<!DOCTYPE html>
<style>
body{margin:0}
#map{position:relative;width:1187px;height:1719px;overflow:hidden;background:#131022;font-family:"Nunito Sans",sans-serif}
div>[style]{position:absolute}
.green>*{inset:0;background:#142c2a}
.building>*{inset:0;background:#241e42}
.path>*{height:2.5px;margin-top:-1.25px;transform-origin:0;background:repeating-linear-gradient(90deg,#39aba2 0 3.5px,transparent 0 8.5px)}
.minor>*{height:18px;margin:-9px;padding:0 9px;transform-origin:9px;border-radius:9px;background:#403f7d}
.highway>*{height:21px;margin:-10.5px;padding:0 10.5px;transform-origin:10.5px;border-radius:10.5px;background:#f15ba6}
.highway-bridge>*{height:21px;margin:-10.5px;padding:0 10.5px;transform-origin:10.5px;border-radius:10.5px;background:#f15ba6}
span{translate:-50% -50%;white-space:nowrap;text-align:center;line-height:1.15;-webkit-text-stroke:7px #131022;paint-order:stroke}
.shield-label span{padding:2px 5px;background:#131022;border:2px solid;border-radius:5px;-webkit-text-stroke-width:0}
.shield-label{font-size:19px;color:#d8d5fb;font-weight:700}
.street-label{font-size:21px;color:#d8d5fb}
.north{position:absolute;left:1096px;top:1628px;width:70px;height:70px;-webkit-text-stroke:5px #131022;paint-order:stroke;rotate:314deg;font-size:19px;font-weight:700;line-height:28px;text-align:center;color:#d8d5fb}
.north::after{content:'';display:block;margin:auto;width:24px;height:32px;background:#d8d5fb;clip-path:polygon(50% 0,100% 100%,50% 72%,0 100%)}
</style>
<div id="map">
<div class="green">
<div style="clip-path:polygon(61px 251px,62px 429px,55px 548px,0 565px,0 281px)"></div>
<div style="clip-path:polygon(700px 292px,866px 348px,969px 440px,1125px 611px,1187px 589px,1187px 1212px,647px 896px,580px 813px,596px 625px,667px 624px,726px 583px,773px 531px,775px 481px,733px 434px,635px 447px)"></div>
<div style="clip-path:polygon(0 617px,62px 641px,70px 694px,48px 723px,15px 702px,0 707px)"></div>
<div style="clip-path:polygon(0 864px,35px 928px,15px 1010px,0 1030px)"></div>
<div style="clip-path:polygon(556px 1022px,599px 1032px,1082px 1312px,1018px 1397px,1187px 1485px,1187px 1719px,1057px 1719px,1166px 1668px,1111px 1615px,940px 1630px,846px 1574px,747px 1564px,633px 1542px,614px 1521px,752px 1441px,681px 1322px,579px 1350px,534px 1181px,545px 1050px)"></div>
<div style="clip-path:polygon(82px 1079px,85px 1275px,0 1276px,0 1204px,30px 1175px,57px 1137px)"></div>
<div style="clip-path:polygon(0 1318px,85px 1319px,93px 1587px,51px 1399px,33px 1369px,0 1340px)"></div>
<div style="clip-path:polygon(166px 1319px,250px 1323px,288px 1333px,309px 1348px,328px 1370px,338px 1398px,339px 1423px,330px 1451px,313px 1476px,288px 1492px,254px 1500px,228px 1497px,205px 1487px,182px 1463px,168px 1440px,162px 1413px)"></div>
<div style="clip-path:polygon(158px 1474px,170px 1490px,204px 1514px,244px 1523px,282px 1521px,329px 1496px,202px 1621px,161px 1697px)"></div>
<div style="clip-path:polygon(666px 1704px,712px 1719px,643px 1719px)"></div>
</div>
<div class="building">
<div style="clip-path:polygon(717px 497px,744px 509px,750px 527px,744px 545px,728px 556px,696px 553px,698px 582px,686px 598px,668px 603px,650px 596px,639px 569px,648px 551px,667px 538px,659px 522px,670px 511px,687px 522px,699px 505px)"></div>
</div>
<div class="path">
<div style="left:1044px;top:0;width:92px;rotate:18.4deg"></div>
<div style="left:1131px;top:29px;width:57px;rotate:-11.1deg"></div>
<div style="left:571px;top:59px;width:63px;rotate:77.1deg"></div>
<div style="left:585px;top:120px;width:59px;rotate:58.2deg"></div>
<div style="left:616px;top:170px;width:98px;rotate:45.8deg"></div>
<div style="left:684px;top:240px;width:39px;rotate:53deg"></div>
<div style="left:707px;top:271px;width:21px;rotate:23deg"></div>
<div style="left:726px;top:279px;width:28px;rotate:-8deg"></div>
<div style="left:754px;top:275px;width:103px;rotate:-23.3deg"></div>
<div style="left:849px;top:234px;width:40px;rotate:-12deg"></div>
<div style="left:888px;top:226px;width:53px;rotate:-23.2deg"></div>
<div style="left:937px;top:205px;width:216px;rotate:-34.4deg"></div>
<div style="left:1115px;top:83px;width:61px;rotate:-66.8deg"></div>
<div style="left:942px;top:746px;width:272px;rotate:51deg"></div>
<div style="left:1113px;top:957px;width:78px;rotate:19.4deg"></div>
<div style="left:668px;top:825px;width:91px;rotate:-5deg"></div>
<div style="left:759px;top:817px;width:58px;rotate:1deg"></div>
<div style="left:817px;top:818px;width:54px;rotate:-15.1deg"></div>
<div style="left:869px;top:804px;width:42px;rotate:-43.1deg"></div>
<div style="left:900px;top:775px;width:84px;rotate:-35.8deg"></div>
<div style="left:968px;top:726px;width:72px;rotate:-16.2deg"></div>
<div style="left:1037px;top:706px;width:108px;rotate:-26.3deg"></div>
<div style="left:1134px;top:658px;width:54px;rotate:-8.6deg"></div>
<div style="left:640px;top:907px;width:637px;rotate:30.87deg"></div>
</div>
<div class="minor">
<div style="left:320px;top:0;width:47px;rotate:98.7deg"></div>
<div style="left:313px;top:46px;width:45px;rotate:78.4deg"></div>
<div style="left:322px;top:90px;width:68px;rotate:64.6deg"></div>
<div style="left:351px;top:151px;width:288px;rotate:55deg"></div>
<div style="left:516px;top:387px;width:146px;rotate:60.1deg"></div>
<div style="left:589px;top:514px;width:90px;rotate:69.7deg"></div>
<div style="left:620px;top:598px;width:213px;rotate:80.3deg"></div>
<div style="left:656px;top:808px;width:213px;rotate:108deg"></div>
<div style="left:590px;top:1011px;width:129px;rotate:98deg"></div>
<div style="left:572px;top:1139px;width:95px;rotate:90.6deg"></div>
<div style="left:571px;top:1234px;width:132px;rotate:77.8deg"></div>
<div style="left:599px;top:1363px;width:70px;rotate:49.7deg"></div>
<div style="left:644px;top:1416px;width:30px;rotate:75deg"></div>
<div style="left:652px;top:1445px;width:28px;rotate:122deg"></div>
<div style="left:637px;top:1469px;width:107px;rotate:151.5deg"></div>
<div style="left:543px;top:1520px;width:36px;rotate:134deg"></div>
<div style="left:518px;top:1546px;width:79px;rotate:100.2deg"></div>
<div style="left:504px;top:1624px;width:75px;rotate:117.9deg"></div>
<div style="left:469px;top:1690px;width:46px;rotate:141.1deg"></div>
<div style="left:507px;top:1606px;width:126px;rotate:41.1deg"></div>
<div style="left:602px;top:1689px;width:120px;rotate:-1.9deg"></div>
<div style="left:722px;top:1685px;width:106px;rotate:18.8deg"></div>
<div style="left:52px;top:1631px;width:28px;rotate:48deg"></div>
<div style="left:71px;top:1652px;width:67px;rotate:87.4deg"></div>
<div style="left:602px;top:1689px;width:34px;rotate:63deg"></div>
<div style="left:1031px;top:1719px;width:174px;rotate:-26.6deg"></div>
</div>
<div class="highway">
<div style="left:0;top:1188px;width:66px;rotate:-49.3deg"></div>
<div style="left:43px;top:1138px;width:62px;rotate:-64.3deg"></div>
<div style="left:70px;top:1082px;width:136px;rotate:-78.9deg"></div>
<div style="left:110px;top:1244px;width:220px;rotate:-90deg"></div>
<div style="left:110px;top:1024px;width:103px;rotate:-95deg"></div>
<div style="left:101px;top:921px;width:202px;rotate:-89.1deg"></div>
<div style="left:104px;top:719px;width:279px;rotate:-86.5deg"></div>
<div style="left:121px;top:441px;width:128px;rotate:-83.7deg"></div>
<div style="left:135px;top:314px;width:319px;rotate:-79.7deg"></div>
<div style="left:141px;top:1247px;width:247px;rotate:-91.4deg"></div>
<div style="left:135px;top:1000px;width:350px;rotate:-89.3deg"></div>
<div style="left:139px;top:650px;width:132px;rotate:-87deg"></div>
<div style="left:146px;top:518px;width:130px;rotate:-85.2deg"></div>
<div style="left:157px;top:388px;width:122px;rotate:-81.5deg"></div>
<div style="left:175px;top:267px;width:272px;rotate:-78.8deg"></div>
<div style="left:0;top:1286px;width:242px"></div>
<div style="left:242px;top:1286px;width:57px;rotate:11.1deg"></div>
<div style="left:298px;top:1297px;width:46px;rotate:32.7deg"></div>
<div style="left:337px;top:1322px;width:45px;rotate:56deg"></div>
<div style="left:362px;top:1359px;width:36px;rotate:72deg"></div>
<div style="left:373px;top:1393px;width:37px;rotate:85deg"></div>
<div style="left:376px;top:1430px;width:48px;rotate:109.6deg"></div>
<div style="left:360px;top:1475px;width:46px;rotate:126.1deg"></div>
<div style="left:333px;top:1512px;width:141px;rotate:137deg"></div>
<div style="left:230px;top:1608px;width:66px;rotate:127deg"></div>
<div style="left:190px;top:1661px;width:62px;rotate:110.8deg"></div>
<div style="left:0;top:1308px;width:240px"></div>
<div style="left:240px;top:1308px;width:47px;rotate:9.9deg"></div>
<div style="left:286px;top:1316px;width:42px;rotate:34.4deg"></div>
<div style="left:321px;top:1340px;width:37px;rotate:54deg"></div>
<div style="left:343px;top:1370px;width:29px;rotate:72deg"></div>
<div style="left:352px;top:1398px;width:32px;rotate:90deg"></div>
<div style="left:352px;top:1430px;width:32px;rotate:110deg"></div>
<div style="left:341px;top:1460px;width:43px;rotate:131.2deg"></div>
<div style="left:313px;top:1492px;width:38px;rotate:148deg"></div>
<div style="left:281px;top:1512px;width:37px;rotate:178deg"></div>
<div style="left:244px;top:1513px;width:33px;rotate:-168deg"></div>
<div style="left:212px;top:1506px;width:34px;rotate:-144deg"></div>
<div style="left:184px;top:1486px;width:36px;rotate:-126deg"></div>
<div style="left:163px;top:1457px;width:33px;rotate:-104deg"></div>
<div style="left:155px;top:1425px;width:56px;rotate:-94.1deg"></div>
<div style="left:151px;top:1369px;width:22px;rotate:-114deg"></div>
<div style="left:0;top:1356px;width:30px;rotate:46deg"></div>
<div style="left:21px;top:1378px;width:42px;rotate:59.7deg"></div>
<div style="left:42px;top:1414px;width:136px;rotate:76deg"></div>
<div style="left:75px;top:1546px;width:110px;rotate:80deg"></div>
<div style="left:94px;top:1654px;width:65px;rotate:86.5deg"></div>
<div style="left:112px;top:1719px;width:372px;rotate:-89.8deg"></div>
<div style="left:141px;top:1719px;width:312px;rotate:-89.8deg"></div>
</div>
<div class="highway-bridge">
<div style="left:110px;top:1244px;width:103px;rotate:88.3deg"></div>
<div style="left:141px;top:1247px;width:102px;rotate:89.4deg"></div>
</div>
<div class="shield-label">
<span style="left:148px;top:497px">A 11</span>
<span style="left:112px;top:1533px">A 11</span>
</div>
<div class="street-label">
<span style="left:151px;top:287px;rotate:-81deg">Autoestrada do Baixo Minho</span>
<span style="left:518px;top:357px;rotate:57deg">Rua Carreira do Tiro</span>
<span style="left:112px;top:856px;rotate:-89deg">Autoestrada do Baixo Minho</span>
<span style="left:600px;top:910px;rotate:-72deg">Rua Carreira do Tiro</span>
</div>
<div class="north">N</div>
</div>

= = =

→ What to do: Return exactly the lines that run from the top of the listing above to the line containing "0 3.5px,transparent 0", please, keeping both end lines and leaving out everything else.

→ Exercise answer:
<!DOCTYPE html>
<style>
body{margin:0}
#map{position:relative;width:1187px;height:1719px;overflow:hidden;background:#131022;font-family:"Nunito Sans",sans-serif}
div>[style]{position:absolute}
.green>*{inset:0;background:#142c2a}
.building>*{inset:0;background:#241e42}
.path>*{height:2.5px;margin-top:-1.25px;transform-origin:0;background:repeating-linear-gradient(90deg,#39aba2 0 3.5px,transparent 0 8.5px)}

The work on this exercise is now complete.